**MATERIAL SHOWN**.
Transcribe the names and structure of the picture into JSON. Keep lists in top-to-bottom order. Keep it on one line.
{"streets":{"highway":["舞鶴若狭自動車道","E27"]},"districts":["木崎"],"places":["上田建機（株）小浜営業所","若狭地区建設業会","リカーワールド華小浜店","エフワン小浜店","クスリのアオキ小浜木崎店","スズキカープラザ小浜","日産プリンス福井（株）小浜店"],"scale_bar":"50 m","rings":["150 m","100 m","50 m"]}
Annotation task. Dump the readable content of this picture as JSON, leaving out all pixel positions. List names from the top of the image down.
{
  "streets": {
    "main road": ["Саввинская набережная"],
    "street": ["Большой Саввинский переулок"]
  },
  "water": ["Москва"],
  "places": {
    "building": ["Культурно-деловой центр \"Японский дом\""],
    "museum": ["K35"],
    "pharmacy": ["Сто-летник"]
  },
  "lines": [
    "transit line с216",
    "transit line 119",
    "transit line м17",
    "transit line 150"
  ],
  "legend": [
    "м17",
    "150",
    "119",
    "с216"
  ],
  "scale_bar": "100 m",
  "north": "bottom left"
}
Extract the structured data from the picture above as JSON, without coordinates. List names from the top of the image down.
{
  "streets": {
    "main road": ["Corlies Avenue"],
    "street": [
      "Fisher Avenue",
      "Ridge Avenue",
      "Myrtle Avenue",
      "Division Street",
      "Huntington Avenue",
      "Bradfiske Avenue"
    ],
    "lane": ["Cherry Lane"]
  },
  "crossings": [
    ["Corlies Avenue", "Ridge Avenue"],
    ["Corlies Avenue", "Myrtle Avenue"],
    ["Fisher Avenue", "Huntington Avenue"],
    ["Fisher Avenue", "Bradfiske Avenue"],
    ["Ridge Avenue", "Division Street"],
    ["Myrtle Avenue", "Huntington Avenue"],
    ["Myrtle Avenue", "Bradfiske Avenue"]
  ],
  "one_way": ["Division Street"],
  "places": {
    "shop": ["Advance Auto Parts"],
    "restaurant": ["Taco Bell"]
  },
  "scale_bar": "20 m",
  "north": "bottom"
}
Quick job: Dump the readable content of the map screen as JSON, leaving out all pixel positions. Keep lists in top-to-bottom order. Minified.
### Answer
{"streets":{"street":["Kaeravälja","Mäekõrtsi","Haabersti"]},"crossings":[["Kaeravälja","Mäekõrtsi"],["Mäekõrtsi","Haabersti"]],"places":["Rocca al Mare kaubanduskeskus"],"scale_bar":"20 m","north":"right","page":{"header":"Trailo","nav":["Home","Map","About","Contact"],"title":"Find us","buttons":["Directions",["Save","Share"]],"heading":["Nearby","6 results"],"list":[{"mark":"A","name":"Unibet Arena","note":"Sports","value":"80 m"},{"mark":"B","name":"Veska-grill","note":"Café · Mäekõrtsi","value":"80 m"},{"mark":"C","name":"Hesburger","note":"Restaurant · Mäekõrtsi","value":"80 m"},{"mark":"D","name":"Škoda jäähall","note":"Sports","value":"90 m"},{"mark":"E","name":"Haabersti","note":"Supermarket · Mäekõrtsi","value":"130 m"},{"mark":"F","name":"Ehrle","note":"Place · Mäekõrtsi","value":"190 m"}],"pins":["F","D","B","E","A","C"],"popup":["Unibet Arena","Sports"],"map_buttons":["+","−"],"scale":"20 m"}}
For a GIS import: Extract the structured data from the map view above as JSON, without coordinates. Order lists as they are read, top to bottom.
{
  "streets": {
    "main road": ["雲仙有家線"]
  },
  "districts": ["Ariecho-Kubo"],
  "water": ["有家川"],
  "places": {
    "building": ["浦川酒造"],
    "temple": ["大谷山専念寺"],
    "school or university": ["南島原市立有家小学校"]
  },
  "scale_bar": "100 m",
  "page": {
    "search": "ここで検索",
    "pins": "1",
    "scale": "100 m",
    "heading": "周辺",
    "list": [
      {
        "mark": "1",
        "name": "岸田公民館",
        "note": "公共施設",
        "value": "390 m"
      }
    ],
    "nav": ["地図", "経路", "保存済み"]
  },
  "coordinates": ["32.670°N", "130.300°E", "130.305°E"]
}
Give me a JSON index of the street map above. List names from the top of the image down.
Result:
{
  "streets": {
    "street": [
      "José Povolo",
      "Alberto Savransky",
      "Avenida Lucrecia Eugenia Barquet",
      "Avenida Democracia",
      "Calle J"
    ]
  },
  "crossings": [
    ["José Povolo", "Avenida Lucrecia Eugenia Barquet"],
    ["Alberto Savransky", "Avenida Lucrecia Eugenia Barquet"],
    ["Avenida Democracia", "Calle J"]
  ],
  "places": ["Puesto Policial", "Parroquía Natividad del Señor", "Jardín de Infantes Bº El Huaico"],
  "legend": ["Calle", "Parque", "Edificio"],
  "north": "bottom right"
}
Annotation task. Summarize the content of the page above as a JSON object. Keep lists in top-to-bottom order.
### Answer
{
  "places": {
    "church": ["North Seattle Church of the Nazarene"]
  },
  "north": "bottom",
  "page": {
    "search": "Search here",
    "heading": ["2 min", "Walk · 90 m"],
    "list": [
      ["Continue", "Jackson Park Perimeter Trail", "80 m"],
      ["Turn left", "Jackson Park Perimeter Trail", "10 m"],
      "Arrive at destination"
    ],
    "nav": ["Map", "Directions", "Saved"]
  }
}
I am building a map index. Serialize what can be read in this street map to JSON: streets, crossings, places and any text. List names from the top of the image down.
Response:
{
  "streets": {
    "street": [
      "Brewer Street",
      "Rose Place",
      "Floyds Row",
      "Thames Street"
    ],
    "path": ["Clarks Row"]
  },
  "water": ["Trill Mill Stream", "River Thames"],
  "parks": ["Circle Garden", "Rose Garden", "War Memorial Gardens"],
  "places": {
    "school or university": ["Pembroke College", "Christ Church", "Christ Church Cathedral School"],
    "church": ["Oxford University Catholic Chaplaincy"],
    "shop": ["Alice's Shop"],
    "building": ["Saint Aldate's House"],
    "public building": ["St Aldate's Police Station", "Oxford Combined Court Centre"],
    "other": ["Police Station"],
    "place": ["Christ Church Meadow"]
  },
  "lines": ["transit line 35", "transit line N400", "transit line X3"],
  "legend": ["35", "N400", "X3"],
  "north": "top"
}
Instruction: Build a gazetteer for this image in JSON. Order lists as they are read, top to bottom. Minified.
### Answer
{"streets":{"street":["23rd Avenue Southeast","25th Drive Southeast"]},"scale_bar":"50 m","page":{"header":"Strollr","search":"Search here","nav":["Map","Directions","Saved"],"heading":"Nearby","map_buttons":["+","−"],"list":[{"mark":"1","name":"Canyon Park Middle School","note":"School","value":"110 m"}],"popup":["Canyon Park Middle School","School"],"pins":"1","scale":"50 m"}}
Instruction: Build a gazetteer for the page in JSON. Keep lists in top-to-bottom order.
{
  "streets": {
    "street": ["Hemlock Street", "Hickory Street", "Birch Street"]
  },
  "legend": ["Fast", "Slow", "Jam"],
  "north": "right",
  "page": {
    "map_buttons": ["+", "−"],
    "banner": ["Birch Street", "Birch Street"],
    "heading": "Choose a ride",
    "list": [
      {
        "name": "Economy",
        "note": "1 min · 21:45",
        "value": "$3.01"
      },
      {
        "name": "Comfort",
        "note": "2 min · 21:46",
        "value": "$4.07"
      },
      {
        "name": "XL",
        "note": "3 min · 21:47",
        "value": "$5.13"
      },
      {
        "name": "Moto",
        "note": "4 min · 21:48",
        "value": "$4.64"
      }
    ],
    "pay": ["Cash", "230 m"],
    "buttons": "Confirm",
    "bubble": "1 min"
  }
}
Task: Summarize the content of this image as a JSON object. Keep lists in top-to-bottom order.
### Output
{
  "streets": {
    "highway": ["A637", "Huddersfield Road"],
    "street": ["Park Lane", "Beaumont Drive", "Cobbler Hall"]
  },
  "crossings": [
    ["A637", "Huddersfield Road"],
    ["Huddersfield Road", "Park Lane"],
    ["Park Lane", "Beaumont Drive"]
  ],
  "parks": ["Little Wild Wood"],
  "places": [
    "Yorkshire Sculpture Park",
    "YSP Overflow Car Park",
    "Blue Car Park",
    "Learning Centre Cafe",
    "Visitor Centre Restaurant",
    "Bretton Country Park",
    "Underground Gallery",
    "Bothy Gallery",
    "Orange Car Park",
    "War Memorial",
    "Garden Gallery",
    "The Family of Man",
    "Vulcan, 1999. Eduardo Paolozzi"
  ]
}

**TASK DIRECTIONS**. Set down verbatim only the lines between the start of the data above and the line with "Quick job: Dump", both boundaries included.

**ANSWER SECTION**.
Transcribe the names and structure of the picture into JSON. Keep lists in top-to-bottom order. Keep it on one line.
{"streets":{"highway":["舞鶴若狭自動車道","E27"]},"districts":["木崎"],"places":["上田建機（株）小浜営業所","若狭地区建設業会","リカーワールド華小浜店","エフワン小浜店","クスリのアオキ小浜木崎店","スズキカープラザ小浜","日産プリンス福井（株）小浜店"],"scale_bar":"50 m","rings":["150 m","100 m","50 m"]}
Annotation task. Dump the readable content of this picture as JSON, leaving out all pixel positions. List names from the top of the image down.
{
  "streets": {
    "main road": ["Саввинская набережная"],
    "street": ["Большой Саввинский переулок"]
  },
  "water": ["Москва"],
  "places": {
    "building": ["Культурно-деловой центр \"Японский дом\""],
    "museum": ["K35"],
    "pharmacy": ["Сто-летник"]
  },
  "lines": [
    "transit line с216",
    "transit line 119",
    "transit line м17",
    "transit line 150"
  ],
  "legend": [
    "м17",
    "150",
    "119",
    "с216"
  ],
  "scale_bar": "100 m",
  "north": "bottom left"
}
Extract the structured data from the picture above as JSON, without coordinates. List names from the top of the image down.
{
  "streets": {
    "main road": ["Corlies Avenue"],
    "street": [
      "Fisher Avenue",
      "Ridge Avenue",
      "Myrtle Avenue",
      "Division Street",
      "Huntington Avenue",
      "Bradfiske Avenue"
    ],
    "lane": ["Cherry Lane"]
  },
  "crossings": [
    ["Corlies Avenue", "Ridge Avenue"],
    ["Corlies Avenue", "Myrtle Avenue"],
    ["Fisher Avenue", "Huntington Avenue"],
    ["Fisher Avenue", "Bradfiske Avenue"],
    ["Ridge Avenue", "Division Street"],
    ["Myrtle Avenue", "Huntington Avenue"],
    ["Myrtle Avenue", "Bradfiske Avenue"]
  ],
  "one_way": ["Division Street"],
  "places": {
    "shop": ["Advance Auto Parts"],
    "restaurant": ["Taco Bell"]
  },
  "scale_bar": "20 m",
  "north": "bottom"
}
Quick job: Dump the readable content of the map screen as JSON, leaving out all pixel positions. Keep lists in top-to-bottom order. Minified.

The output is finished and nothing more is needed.